Am Schwedenplatz und am benachbarten Morzinplatz hätte es eigentlich grüner werden sollen: 160 zusätzliche Bäume und neue Grünflächen mit Sitzgelegenheiten waren im Rahmen eines Architekturwettbewerbs 2016 geplant.
Unter der damaligen Verkehrsstadträtin Maria Vassilakou (Grüne) wurde schon 2012 und 2013 gemeinsam mit Fachleuten ein Leitbild für das Gebiet erstellt. Auch die Bevölkerung konnte ihre Wünsche einbringen. Für das Projekt waren damals 20 Millionen Euro vorgesehen.
Wie der ORF berichtet, gab es aber Probleme in der Umsetzung. "Es hat sich dann herausgestellt, in der Praxis hat das nicht funktioniert – weil sich dort eine Tankstelle befindet, Schienenstränge und man dort einen Wettbewerb gemacht hat, wo man von Seiten der Stadt gar nicht darüber verfügt", erklärt Bezirksvorsteher Markus Figl (ÖVP) im Interview mit "Wien heute". Laut "Standard" wird das Projekt jetzt wohl wieder verschoben.
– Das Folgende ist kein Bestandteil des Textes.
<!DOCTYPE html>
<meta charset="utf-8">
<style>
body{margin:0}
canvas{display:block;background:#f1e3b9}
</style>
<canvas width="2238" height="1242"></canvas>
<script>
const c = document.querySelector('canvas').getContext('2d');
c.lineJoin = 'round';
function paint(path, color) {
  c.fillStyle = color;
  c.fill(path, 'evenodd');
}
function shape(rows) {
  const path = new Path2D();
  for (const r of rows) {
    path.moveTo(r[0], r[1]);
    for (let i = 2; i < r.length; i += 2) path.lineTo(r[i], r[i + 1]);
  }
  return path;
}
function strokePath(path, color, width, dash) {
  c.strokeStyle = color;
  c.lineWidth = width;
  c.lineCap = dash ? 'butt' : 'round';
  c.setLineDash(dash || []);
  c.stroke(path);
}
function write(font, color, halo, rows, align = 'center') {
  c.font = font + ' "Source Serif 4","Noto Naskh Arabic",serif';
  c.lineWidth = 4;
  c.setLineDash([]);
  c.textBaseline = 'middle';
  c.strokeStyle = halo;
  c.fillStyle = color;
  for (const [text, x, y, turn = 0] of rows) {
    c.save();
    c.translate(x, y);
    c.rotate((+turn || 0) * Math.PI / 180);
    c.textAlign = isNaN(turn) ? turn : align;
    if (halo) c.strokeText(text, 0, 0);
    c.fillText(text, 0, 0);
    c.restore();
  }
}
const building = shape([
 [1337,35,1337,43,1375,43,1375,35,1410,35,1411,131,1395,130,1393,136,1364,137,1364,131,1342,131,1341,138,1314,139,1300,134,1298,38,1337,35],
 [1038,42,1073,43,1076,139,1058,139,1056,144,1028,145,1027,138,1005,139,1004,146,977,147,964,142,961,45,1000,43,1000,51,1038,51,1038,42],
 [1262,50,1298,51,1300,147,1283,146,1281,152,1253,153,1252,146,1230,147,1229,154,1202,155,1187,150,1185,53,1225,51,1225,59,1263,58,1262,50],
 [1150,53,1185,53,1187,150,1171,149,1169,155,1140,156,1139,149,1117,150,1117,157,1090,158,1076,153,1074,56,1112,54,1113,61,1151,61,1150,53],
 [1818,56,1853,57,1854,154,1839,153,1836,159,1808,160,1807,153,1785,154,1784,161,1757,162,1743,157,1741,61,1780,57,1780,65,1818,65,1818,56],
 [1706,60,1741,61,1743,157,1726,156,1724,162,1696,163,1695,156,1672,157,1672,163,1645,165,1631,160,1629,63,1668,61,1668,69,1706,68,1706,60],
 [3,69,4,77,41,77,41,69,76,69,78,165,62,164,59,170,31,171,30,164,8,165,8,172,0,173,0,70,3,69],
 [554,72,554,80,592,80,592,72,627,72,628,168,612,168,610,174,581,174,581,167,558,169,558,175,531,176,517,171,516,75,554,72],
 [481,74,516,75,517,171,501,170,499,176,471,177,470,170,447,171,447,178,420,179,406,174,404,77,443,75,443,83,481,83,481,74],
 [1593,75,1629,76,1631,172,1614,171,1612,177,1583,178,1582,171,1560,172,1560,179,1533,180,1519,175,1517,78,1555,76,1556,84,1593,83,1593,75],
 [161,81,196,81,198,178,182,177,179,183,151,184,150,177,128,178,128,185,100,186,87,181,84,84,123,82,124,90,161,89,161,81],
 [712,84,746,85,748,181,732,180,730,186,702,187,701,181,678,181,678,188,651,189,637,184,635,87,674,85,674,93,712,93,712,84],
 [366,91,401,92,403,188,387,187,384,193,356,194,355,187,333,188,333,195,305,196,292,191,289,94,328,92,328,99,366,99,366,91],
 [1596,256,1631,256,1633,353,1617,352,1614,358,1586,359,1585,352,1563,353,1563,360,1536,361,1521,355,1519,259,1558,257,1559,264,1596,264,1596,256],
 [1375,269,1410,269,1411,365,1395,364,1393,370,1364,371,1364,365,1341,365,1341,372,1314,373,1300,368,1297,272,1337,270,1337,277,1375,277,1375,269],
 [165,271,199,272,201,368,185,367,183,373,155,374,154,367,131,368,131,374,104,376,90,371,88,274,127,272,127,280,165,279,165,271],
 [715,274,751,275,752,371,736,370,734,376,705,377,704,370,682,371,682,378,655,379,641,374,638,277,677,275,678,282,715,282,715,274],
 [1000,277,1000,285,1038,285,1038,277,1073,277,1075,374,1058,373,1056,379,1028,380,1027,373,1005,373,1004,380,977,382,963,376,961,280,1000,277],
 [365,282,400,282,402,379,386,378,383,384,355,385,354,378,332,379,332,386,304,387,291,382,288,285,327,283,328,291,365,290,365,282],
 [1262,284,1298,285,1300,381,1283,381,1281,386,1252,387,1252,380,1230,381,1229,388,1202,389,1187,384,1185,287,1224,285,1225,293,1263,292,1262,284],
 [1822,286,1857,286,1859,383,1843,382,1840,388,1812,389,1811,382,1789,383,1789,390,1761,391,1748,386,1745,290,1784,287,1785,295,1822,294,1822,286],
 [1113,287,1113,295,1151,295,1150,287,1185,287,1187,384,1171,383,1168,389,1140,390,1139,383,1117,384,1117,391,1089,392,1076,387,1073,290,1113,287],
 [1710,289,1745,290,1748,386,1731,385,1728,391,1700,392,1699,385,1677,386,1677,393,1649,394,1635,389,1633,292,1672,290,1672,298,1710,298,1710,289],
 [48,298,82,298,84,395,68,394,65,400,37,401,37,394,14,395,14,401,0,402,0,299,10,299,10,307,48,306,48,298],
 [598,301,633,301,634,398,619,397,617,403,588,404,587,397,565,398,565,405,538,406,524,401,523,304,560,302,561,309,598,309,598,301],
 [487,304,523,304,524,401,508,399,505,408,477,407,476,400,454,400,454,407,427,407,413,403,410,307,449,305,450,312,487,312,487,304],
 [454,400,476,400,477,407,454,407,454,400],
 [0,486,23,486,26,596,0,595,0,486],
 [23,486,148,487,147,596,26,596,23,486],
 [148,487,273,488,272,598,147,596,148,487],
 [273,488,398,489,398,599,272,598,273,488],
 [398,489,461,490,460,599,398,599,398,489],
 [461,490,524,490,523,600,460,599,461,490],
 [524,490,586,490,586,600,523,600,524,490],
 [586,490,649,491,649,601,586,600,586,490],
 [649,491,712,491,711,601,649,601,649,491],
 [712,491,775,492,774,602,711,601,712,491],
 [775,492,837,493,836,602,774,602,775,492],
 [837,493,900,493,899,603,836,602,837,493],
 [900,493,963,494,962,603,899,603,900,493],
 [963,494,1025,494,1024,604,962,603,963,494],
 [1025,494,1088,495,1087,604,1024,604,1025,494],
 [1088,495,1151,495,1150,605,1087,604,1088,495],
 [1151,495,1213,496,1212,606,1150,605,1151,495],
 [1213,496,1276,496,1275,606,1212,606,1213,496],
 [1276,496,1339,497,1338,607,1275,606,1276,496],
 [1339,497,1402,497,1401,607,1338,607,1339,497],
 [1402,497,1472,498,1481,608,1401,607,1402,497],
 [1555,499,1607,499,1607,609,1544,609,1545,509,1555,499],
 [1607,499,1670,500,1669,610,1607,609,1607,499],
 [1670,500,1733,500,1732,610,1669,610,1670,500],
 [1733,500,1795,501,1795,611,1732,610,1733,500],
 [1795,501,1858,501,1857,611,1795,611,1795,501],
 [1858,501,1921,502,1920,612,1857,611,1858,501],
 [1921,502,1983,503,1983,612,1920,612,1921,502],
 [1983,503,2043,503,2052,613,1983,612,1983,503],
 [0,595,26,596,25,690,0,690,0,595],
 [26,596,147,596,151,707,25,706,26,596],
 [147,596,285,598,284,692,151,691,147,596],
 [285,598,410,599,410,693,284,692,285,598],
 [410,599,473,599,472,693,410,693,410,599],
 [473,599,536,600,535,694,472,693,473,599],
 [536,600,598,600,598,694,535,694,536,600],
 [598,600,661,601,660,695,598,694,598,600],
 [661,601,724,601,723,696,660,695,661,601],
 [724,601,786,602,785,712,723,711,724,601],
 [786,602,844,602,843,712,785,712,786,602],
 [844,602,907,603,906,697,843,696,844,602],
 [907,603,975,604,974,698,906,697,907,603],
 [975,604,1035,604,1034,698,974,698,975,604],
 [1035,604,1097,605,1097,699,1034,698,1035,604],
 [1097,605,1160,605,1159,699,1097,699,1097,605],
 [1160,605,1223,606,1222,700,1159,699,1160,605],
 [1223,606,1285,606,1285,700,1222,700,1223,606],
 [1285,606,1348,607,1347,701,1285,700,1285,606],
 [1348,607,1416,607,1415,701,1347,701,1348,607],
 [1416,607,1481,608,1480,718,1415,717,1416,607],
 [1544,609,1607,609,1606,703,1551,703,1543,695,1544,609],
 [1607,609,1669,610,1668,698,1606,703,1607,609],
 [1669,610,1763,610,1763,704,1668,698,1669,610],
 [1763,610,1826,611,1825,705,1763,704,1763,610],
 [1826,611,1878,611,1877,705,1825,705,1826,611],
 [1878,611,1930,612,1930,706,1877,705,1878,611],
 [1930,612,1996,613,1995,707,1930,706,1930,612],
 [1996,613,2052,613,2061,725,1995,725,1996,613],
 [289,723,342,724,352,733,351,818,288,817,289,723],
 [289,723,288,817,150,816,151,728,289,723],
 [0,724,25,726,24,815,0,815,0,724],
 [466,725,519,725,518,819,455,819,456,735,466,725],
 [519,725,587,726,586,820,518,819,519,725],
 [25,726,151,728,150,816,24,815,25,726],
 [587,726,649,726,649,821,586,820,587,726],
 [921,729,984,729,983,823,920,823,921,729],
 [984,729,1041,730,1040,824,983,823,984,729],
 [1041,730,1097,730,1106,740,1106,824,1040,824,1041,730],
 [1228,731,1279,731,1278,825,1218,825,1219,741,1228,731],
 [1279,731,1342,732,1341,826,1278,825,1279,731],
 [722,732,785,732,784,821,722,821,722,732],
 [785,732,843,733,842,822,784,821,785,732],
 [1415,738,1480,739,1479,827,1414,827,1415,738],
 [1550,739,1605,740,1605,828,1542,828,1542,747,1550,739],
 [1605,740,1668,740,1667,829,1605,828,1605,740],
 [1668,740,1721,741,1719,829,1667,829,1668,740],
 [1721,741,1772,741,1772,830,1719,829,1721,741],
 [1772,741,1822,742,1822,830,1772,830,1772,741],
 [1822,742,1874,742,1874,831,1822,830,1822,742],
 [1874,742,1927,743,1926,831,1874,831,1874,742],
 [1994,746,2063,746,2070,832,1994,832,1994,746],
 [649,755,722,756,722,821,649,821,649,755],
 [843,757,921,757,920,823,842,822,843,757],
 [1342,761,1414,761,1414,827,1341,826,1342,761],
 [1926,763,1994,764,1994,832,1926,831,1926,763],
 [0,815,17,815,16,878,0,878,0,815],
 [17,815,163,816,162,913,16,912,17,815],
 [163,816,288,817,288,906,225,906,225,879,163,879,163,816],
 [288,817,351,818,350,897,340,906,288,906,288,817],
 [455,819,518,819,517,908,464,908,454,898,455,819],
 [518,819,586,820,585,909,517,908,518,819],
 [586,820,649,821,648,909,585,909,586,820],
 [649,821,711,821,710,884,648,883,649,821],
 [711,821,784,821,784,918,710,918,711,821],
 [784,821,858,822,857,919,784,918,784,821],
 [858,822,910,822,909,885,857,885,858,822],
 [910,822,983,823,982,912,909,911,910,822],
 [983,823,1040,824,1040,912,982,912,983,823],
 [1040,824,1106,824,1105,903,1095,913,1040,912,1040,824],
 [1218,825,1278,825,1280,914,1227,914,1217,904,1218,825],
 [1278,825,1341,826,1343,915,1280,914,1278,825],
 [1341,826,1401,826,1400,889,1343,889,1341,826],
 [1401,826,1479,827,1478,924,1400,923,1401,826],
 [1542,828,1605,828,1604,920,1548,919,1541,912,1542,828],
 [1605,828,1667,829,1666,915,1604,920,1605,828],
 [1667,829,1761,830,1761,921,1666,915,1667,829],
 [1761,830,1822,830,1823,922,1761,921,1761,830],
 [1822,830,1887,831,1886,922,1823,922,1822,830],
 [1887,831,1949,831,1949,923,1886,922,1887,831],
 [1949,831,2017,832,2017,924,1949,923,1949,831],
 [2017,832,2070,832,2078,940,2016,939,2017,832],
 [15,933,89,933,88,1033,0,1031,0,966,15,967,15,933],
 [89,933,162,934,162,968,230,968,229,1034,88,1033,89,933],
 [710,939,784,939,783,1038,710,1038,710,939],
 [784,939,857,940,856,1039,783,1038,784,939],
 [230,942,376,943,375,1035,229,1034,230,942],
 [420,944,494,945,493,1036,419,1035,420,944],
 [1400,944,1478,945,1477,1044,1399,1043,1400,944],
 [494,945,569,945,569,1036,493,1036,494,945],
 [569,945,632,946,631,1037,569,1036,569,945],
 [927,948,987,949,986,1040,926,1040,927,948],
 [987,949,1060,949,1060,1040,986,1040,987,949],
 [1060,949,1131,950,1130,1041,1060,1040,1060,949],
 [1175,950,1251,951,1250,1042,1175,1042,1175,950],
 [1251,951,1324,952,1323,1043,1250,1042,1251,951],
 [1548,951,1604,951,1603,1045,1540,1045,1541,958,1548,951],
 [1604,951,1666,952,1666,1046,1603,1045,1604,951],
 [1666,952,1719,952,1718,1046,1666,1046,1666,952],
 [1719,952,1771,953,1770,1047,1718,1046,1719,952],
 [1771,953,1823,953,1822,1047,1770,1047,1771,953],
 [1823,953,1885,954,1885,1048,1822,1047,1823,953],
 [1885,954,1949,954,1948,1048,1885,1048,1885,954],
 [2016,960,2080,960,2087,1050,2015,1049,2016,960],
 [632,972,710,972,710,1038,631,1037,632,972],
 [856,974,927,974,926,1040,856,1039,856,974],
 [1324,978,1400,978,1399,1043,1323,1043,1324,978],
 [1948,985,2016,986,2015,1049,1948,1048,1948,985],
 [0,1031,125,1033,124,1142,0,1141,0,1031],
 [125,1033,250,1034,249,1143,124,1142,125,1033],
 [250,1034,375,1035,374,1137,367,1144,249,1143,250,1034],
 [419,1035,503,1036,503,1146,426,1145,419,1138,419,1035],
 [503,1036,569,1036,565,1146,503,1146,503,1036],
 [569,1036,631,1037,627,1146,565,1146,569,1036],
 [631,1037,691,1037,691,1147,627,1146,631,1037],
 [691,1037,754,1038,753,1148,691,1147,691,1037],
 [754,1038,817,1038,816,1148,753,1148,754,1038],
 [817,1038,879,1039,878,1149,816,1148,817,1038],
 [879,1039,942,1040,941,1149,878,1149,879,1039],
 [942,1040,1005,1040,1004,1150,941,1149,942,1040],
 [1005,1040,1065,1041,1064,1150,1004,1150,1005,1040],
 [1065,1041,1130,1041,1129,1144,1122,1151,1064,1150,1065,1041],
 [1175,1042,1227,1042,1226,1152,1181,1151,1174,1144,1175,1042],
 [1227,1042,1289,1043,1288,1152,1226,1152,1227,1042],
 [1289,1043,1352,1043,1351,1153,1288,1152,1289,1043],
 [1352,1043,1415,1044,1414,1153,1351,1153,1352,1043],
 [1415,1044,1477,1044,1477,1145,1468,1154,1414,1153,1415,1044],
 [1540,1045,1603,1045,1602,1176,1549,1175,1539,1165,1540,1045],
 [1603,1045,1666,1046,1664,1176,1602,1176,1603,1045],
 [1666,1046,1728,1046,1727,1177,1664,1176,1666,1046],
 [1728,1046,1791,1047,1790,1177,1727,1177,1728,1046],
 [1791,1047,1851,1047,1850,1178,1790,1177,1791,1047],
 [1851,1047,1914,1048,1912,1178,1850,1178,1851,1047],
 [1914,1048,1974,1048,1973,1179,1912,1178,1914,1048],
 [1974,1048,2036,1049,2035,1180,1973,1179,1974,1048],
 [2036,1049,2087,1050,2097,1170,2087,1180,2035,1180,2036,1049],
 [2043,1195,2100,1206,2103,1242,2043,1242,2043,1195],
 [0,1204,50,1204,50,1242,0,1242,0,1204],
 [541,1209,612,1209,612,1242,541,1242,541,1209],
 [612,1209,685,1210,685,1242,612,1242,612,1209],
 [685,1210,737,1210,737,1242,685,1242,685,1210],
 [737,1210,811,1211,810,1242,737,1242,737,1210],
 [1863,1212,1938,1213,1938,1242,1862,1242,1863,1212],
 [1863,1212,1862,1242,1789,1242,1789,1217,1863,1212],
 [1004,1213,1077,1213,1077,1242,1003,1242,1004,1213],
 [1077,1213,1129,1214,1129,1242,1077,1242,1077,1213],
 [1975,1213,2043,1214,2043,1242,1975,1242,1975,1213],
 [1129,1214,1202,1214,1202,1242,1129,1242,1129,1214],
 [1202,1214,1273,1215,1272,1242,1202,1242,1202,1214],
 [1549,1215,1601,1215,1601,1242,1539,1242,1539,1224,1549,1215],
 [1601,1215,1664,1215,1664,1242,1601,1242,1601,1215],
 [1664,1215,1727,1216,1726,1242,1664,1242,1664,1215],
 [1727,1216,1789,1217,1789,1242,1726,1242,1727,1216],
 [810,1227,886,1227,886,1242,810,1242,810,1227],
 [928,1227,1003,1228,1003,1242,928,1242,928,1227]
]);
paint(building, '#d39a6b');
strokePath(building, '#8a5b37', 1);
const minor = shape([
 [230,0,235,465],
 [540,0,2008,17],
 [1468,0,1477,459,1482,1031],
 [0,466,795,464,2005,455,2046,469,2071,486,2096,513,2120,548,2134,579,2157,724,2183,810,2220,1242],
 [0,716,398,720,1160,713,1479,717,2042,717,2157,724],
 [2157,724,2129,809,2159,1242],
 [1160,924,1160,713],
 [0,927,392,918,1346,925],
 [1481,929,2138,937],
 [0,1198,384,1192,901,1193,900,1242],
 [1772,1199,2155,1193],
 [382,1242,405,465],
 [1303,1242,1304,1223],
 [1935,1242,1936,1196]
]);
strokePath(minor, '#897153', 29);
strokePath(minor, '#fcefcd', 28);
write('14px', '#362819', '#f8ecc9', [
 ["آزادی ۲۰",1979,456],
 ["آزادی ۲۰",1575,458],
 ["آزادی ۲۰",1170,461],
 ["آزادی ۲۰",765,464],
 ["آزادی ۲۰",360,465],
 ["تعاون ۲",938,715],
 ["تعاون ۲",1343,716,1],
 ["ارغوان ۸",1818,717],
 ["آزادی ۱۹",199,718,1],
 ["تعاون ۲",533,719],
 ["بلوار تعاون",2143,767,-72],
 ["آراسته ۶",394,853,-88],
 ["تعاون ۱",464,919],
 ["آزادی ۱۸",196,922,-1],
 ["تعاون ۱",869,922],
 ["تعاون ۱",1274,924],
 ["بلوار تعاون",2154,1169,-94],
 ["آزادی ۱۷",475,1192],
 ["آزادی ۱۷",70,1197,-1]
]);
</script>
Für Figl bleibt der Schwedenplatz aber ein wichtiges Anliegen: "Für uns als Bezirk ist natürlich der Schwedenplatz nach wie vor ein prioritäres Thema. Es ist nur so, dass wir uns aus finanziellen und organisatorischen Gründen dieses Projekt nicht leisten können. Wir sind angewiesen auf die Stadt", sagt er. Schon 2024 hieß es aus dem roten Planungsressort gegenüber Radio Wien: "Der Schwedenplatz steht aktuell nicht im Fokus".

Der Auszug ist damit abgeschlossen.